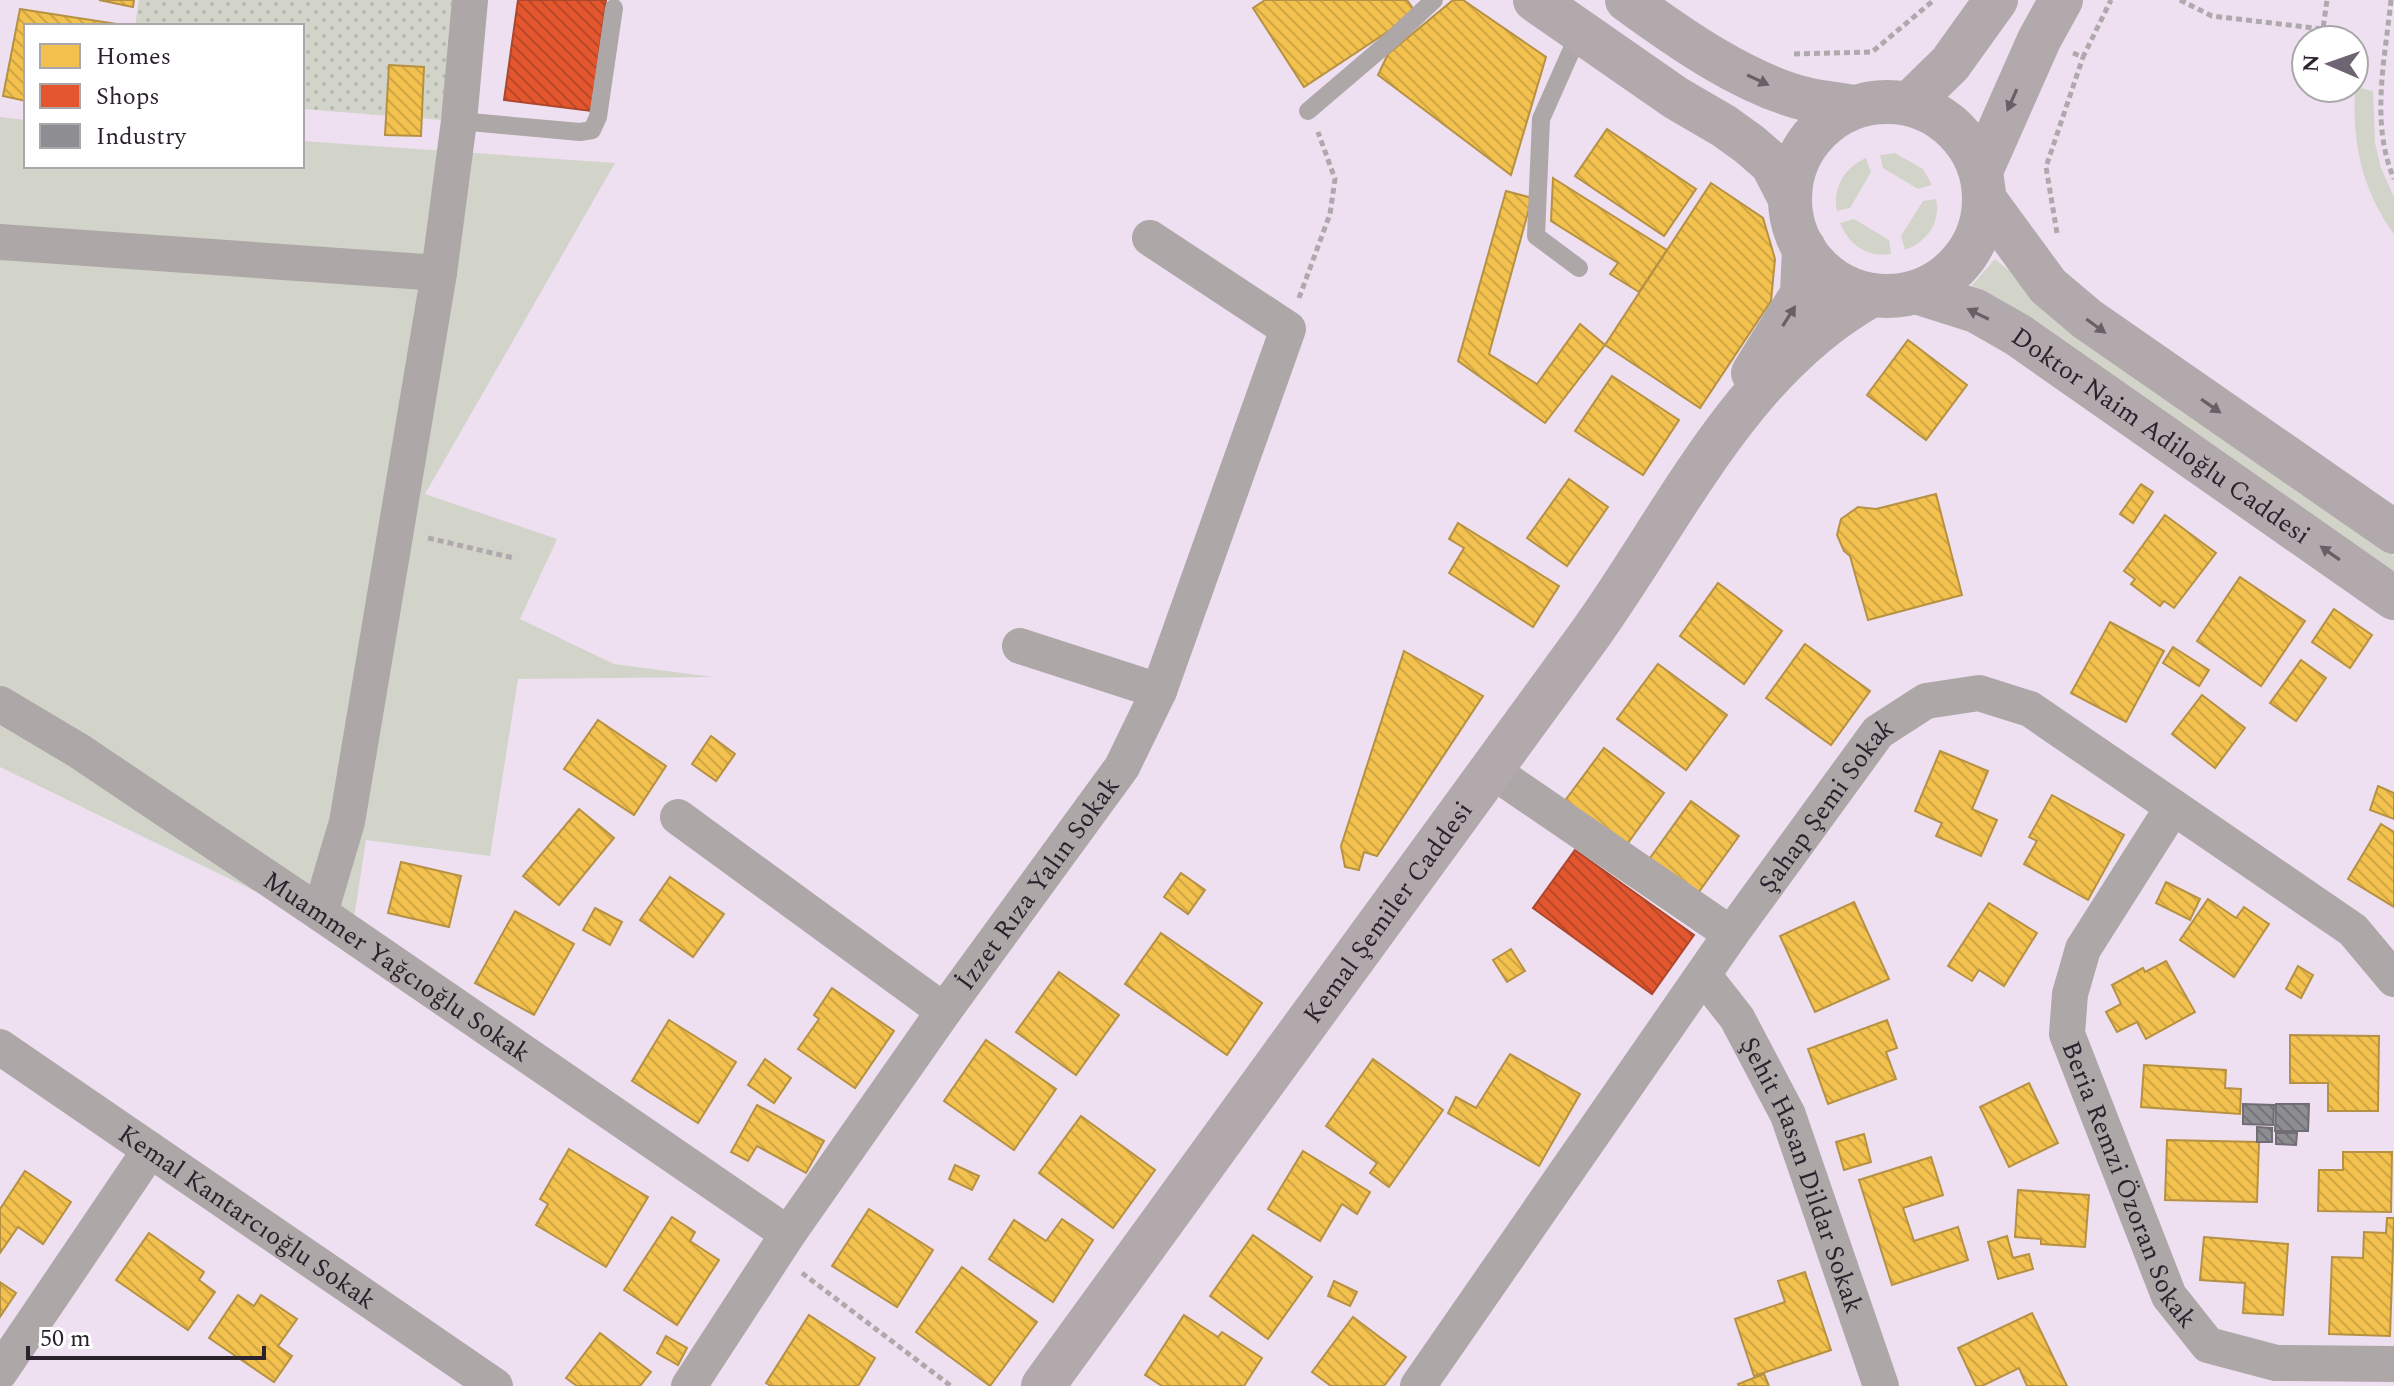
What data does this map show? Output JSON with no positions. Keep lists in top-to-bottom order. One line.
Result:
{"streets":{"main road":["Doktor Naim Adiloğlu Caddesi","Kemal Şemiler Caddesi"],"street":["Şahap Şemi Sokak","İzzet Rıza Yalın Sokak","Muammer Yağcıoğlu Sokak","Şehit Hasan Dildar Sokak","Beria Remzi Özoran Sokak","Kemal Kantarcıoğlu Sokak"]},"crossings":[["Doktor Naim Adiloğlu Caddesi","Kemal Şemiler Caddesi"],["Şahap Şemi Sokak","Şehit Hasan Dildar Sokak"],["Şahap Şemi Sokak","Beria Remzi Özoran Sokak"],["İzzet Rıza Yalın Sokak","Muammer Yağcıoğlu Sokak"]],"legend":["Homes","Shops","Industry"],"scale_bar":"50 m","north":"left"}
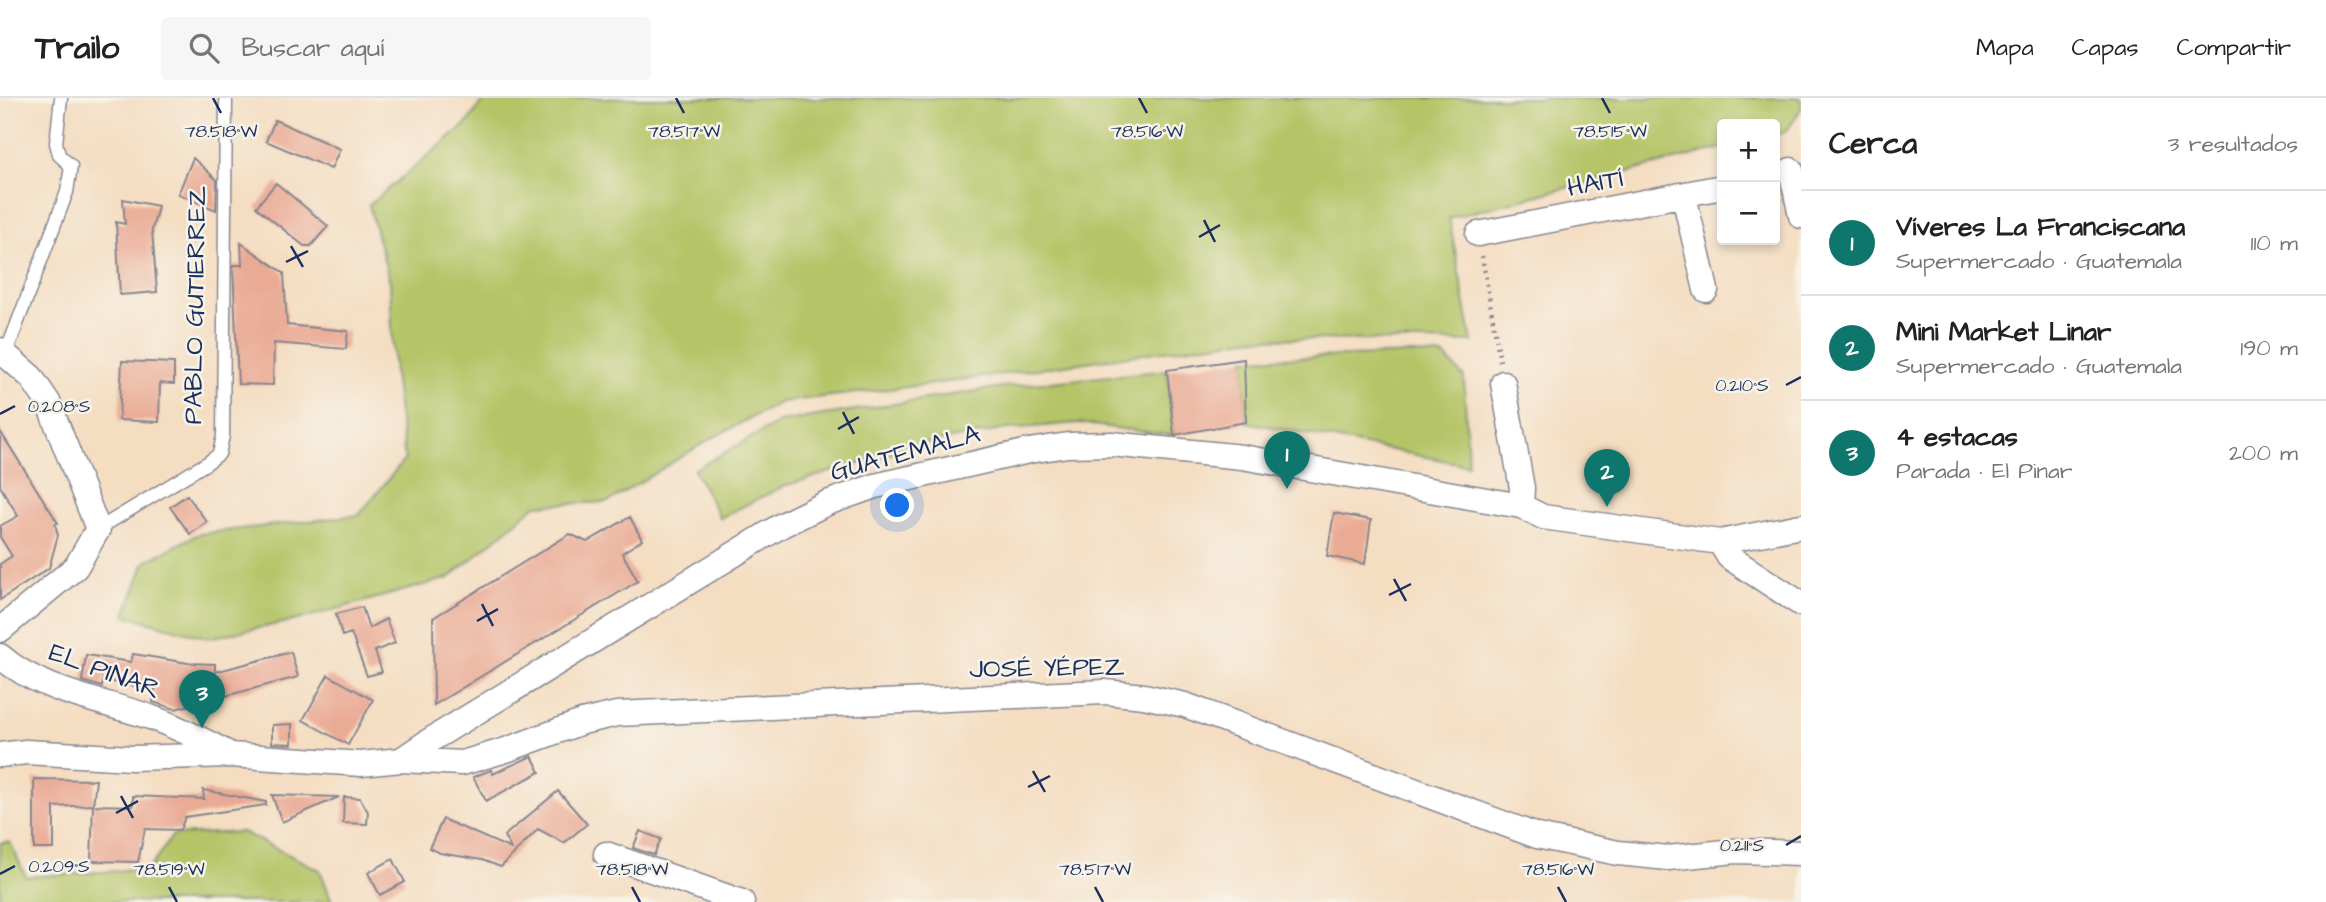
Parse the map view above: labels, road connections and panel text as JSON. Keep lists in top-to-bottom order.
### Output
{
  "streets": {
    "street": [
      "HAITÍ",
      "PABLO GUTIERREZ",
      "GUATEMALA",
      "JOSÉ YÉPEZ",
      "EL PINAR"
    ]
  },
  "crossings": [
    ["GUATEMALA", "JOSÉ YÉPEZ"],
    ["GUATEMALA", "EL PINAR"]
  ],
  "page": {
    "header": "Trailo",
    "search": "Buscar aquí",
    "nav": ["Mapa", "Capas", "Compartir"],
    "heading": ["Cerca", "3 resultados"],
    "map_buttons": ["+", "−"],
    "list": [
      {
        "mark": "1",
        "name": "Víveres La Franciscana",
        "note": "Supermercado · Guatemala",
        "value": "110 m"
      },
      {
        "mark": "2",
        "name": "Mini Market Linar",
        "note": "Supermercado · Guatemala",
        "value": "190 m"
      },
      {
        "mark": "3",
        "name": "4 estacas",
        "note": "Parada · El Pinar",
        "value": "200 m"
      }
    ],
    "pins": ["1", "2", "3"]
  },
  "coordinates": [
    "78.518°W",
    "78.517°W",
    "78.516°W",
    "78.515°W",
    "0.210°S",
    "0.208°S",
    "0.211°S",
    "0.209°S",
    "78.519°W"
  ]
}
+-------+
### EXERCISE
Retype all the entries exactly; drop the pictures.

### WORKED SOLUTION
What data does this map show? Output JSON with no positions. Keep lists in top-to-bottom order. One line.
Result:
{"streets":{"main road":["Doktor Naim Adiloğlu Caddesi","Kemal Şemiler Caddesi"],"street":["Şahap Şemi Sokak","İzzet Rıza Yalın Sokak","Muammer Yağcıoğlu Sokak","Şehit Hasan Dildar Sokak","Beria Remzi Özoran Sokak","Kemal Kantarcıoğlu Sokak"]},"crossings":[["Doktor Naim Adiloğlu Caddesi","Kemal Şemiler Caddesi"],["Şahap Şemi Sokak","Şehit Hasan Dildar Sokak"],["Şahap Şemi Sokak","Beria Remzi Özoran Sokak"],["İzzet Rıza Yalın Sokak","Muammer Yağcıoğlu Sokak"]],"legend":["Homes","Shops","Industry"],"scale_bar":"50 m","north":"left"}
Parse the map view above: labels, road connections and panel text as JSON. Keep lists in top-to-bottom order.
### Output
{
  "streets": {
    "street": [
      "HAITÍ",
      "PABLO GUTIERREZ",
      "GUATEMALA",
      "JOSÉ YÉPEZ",
      "EL PINAR"
    ]
  },
  "crossings": [
    ["GUATEMALA", "JOSÉ YÉPEZ"],
    ["GUATEMALA", "EL PINAR"]
  ],
  "page": {
    "header": "Trailo",
    "search": "Buscar aquí",
    "nav": ["Mapa", "Capas", "Compartir"],
    "heading": ["Cerca", "3 resultados"],
    "map_buttons": ["+", "−"],
    "list": [
      {
        "mark": "1",
        "name": "Víveres La Franciscana",
        "note": "Supermercado · Guatemala",
        "value": "110 m"
      },
      {
        "mark": "2",
        "name": "Mini Market Linar",
        "note": "Supermercado · Guatemala",
        "value": "190 m"
      },
      {
        "mark": "3",
        "name": "4 estacas",
        "note": "Parada · El Pinar",
        "value": "200 m"
      }
    ],
    "pins": ["1", "2", "3"]
  },
  "coordinates": [
    "78.518°W",
    "78.517°W",
    "78.516°W",
    "78.515°W",
    "0.210°S",
    "0.208°S",
    "0.211°S",
    "0.209°S",
    "78.519°W"
  ]
}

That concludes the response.